Saved entries:
▼
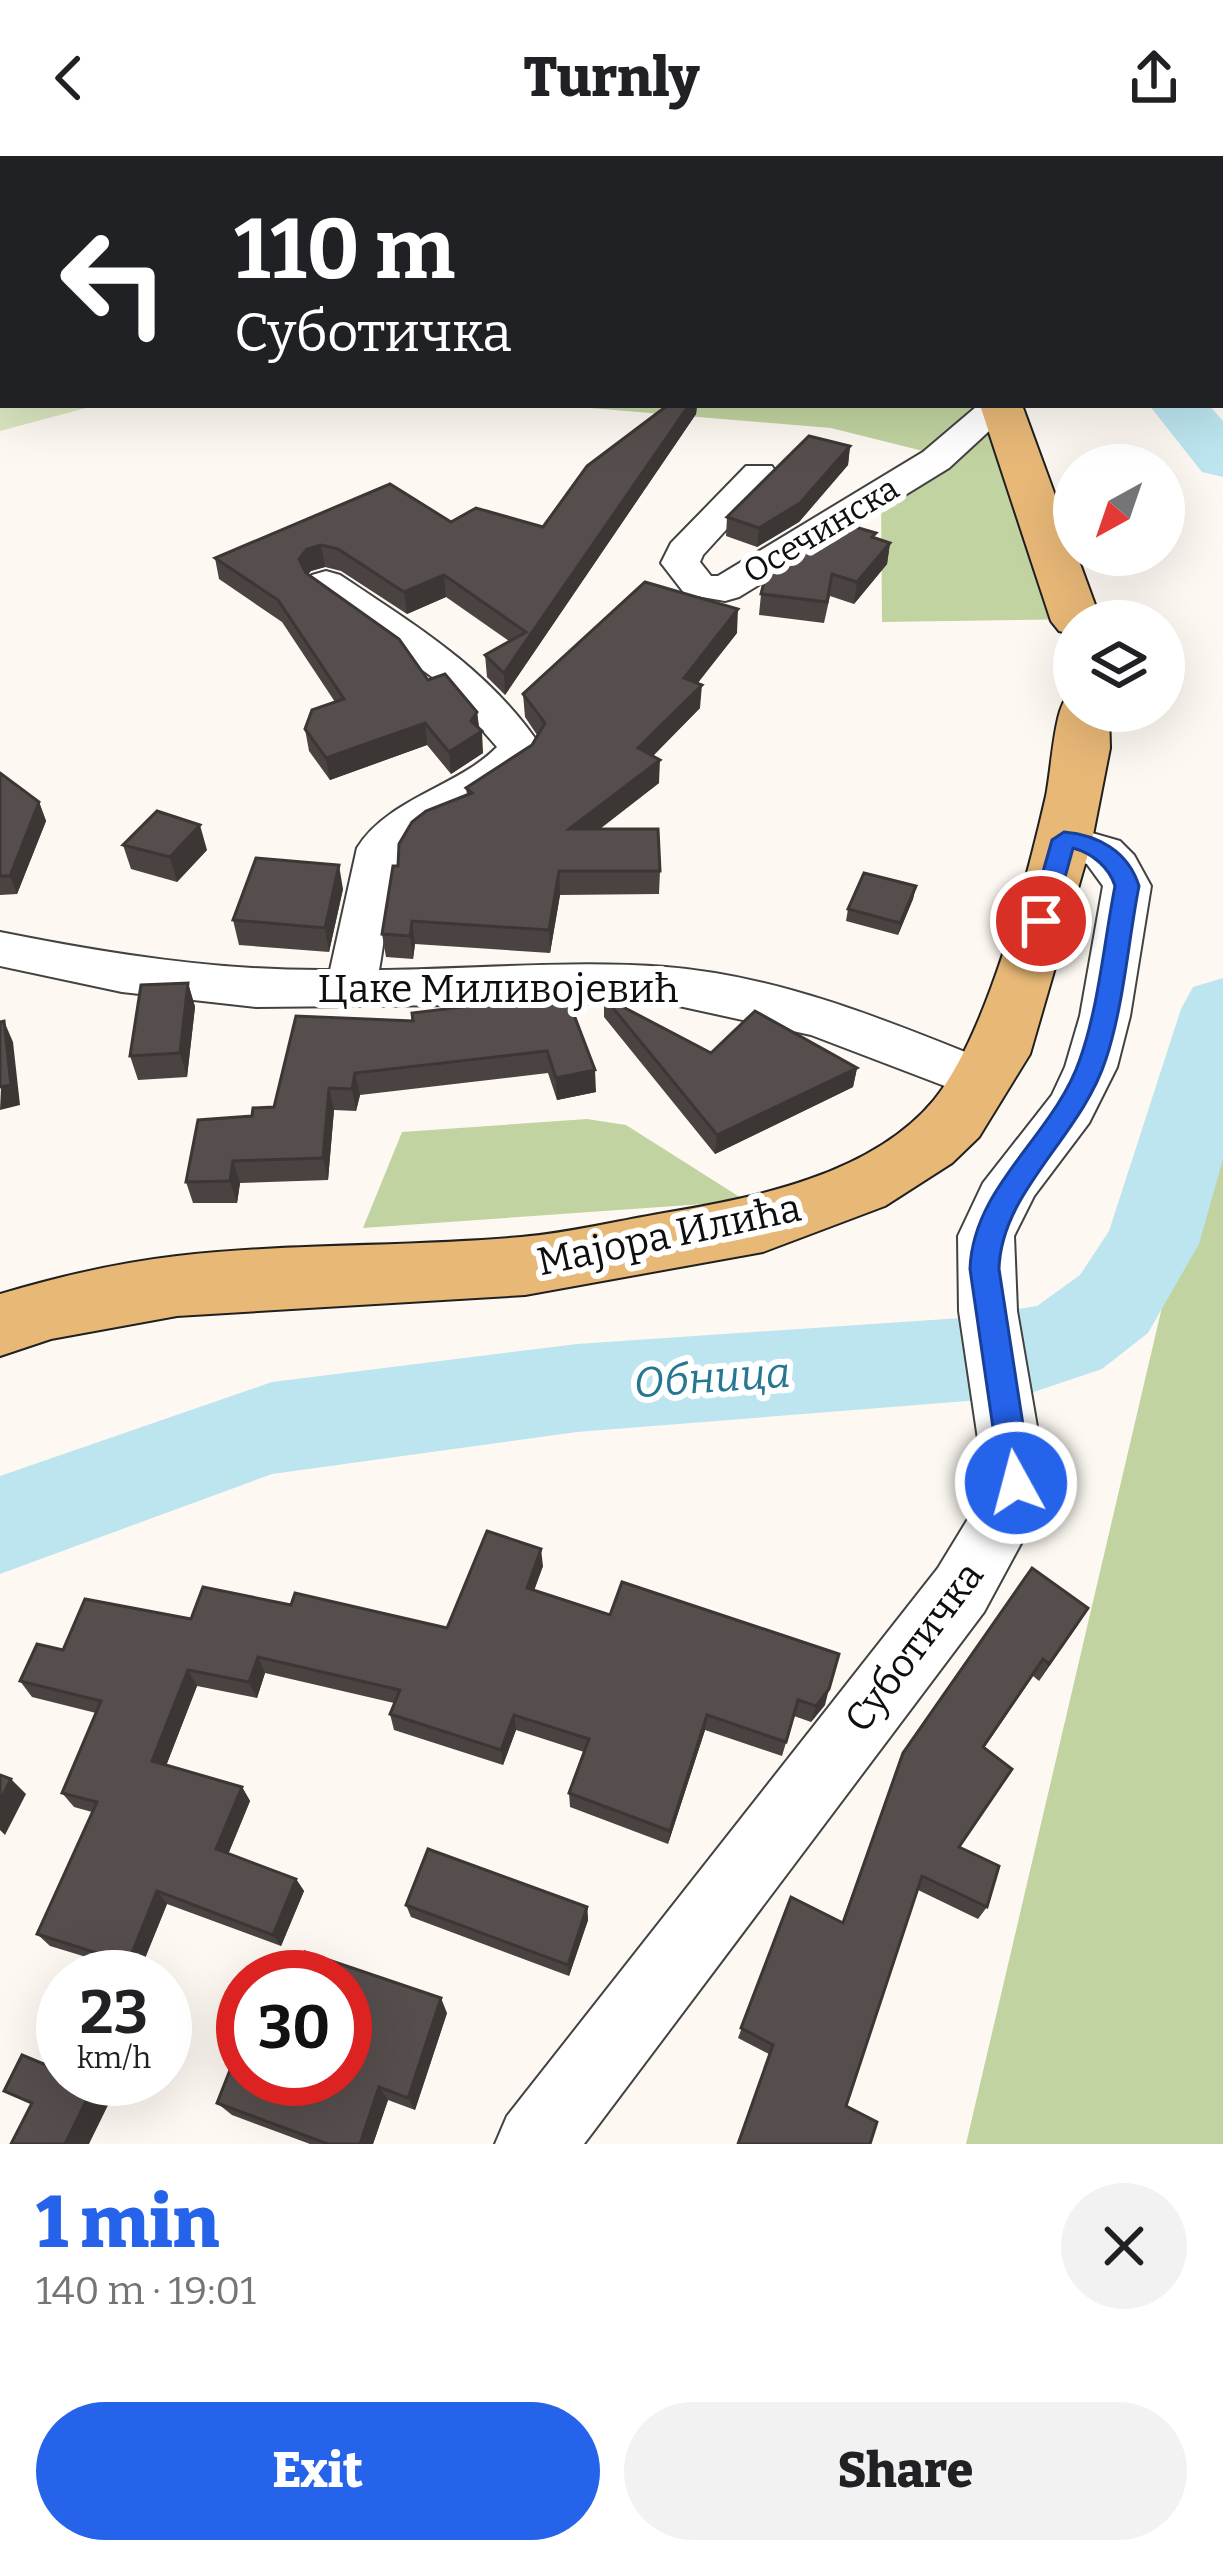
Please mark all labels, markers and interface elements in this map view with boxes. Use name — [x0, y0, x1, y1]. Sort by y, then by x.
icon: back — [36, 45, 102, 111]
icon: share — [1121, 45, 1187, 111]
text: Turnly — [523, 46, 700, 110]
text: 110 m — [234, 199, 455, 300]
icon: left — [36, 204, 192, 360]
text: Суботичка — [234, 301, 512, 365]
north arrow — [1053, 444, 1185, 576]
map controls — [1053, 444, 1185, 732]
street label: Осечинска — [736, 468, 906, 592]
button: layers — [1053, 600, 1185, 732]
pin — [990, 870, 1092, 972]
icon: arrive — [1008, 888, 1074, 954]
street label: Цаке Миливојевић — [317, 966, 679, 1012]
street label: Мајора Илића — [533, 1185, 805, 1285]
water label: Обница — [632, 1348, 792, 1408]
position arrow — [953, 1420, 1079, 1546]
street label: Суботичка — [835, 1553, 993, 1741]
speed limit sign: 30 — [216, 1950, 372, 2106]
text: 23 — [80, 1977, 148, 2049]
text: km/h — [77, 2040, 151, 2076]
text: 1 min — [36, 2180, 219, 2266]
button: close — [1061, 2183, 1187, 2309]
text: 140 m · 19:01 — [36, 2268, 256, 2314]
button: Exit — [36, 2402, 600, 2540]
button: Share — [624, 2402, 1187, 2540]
▲
• _Requirement_
The data above must be reproduced exactly, without any of its pictures.

• _Answer space_
Please mark all labels, markers and interface elements in this map view with boxes. Use name — [x0, y0, x1, y1]. Sort by y, then by x.
icon: back — [36, 45, 102, 111]
icon: share — [1121, 45, 1187, 111]
text: Turnly — [523, 46, 700, 110]
text: 110 m — [234, 199, 455, 300]
icon: left — [36, 204, 192, 360]
text: Суботичка — [234, 301, 512, 365]
north arrow — [1053, 444, 1185, 576]
map controls — [1053, 444, 1185, 732]
street label: Осечинска — [736, 468, 906, 592]
button: layers — [1053, 600, 1185, 732]
pin — [990, 870, 1092, 972]
icon: arrive — [1008, 888, 1074, 954]
street label: Цаке Миливојевић — [317, 966, 679, 1012]
street label: Мајора Илића — [533, 1185, 805, 1285]
water label: Обница — [632, 1348, 792, 1408]
position arrow — [953, 1420, 1079, 1546]
street label: Суботичка — [835, 1553, 993, 1741]
speed limit sign: 30 — [216, 1950, 372, 2106]
text: 23 — [80, 1977, 148, 2049]
text: km/h — [77, 2040, 151, 2076]
text: 1 min — [36, 2180, 219, 2266]
button: close — [1061, 2183, 1187, 2309]
text: 140 m · 19:01 — [36, 2268, 256, 2314]
button: Exit — [36, 2402, 600, 2540]
button: Share — [624, 2402, 1187, 2540]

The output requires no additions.